What the exercise asks -
Once the pictures are removed, restate the listing word for word.

Given material -
· · · · ·

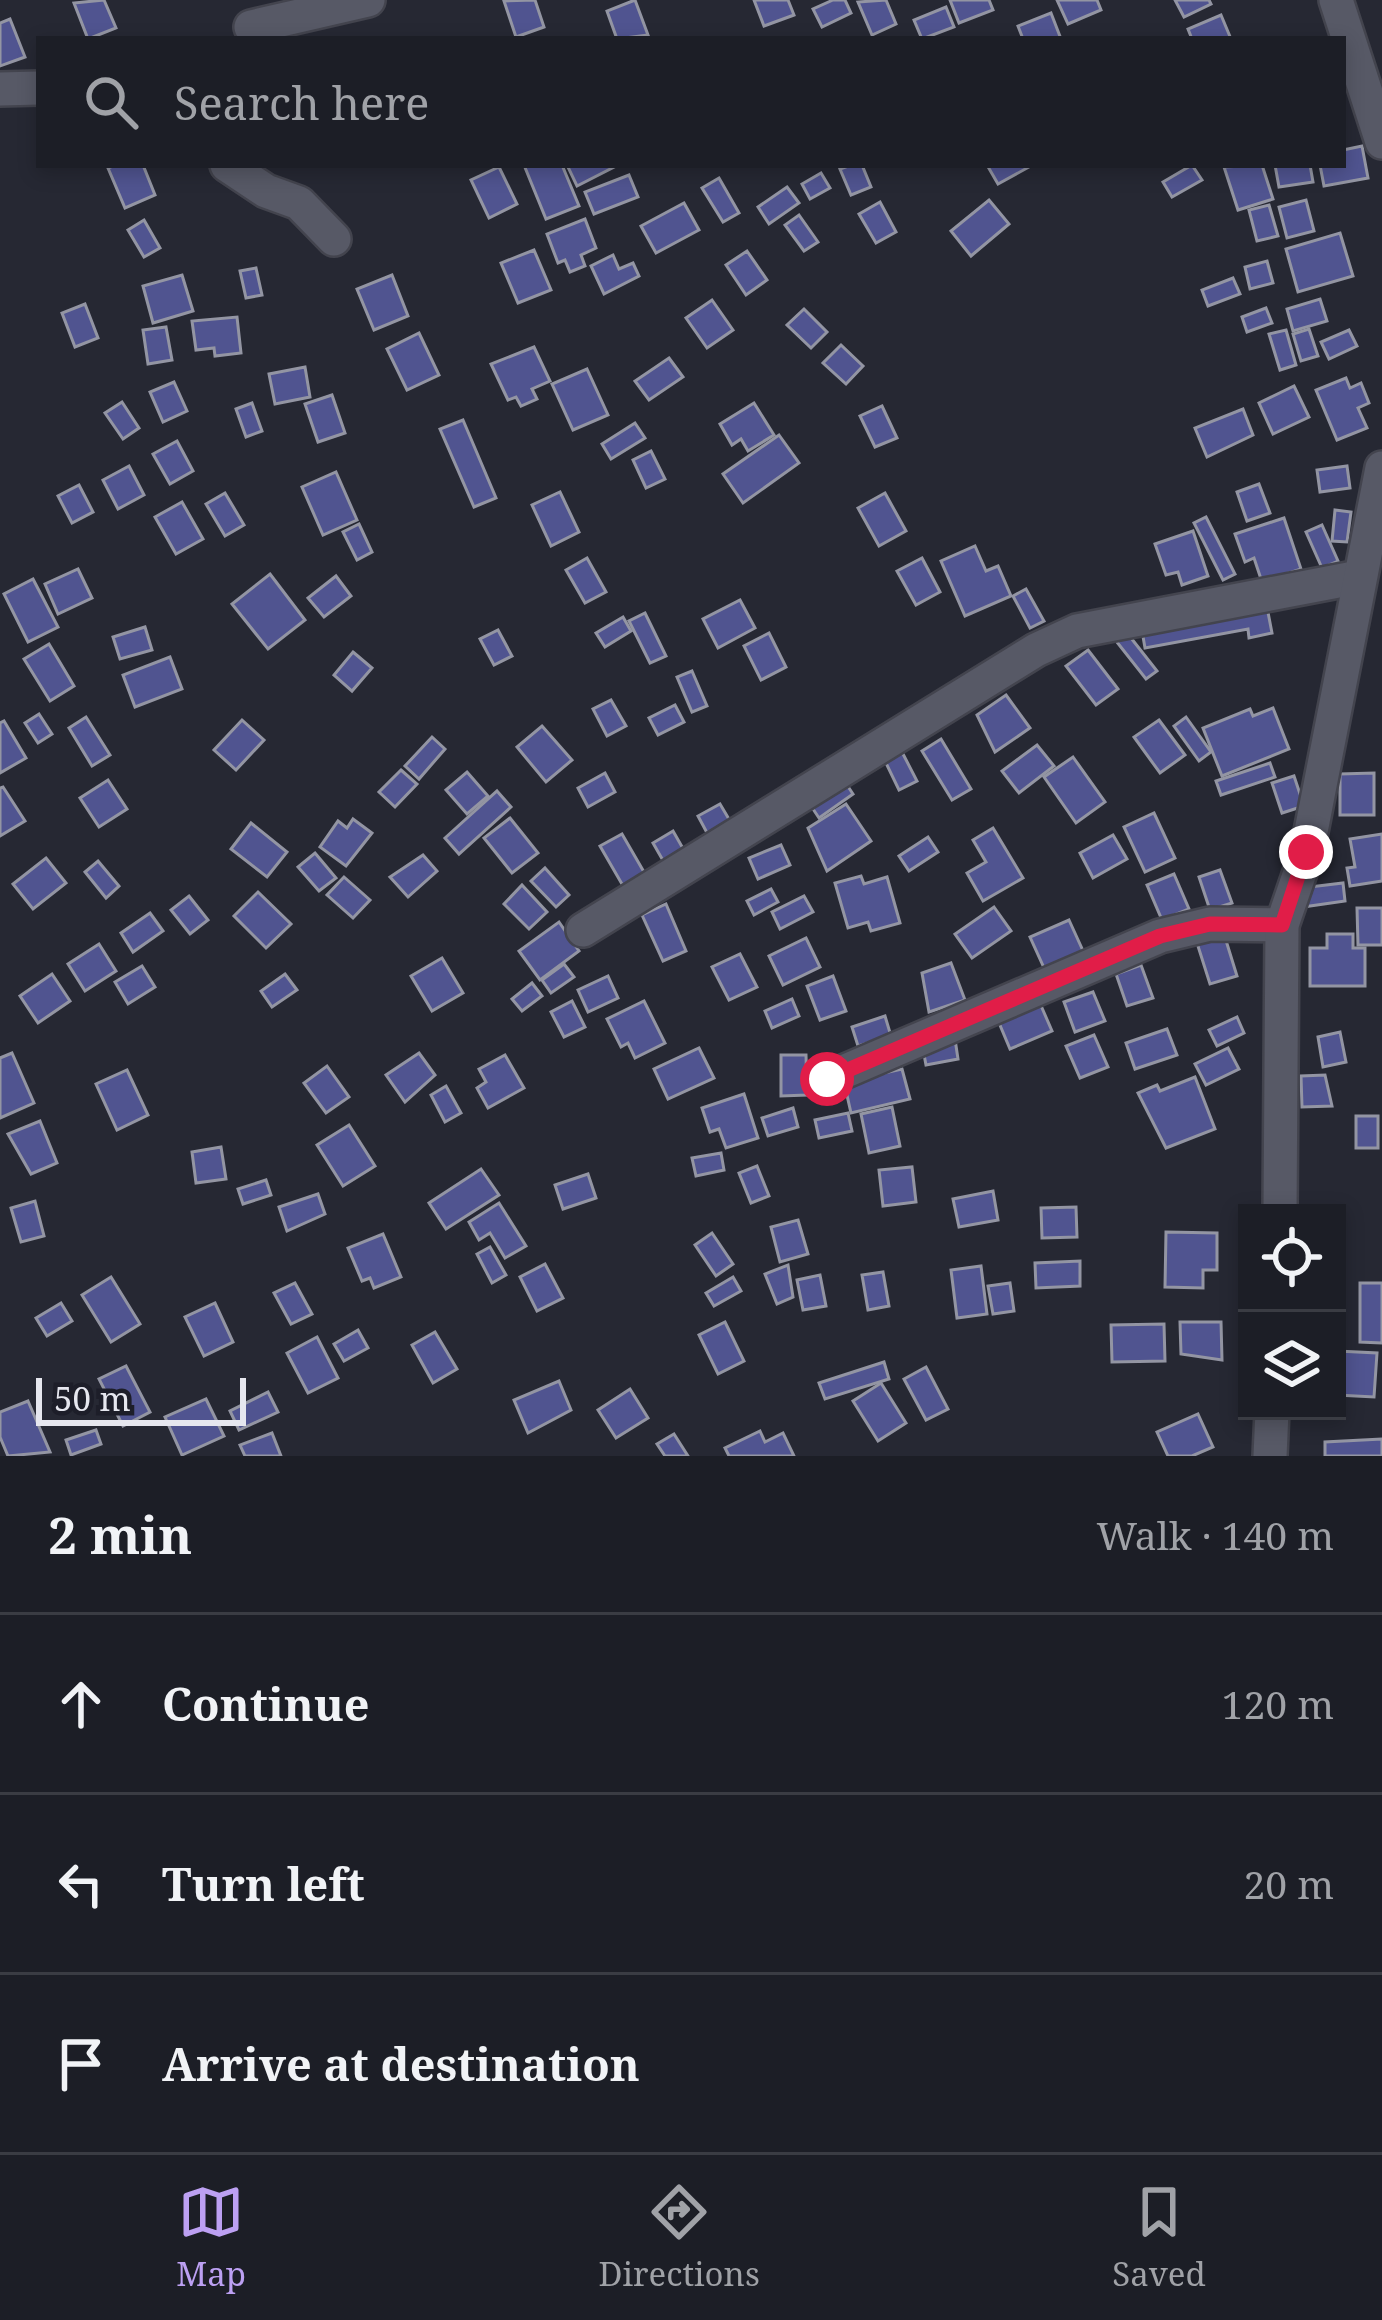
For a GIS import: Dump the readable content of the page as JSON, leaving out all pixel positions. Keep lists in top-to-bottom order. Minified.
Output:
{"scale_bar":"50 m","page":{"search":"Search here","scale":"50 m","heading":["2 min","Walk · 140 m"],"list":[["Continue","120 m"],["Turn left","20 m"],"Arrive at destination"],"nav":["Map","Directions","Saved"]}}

· · · · ·

Response below -
For a GIS import: Dump the readable content of the page as JSON, leaving out all pixel positions. Keep lists in top-to-bottom order. Minified.
Output:
{"scale_bar":"50 m","page":{"search":"Search here","scale":"50 m","heading":["2 min","Walk · 140 m"],"list":[["Continue","120 m"],["Turn left","20 m"],"Arrive at destination"],"nav":["Map","Directions","Saved"]}}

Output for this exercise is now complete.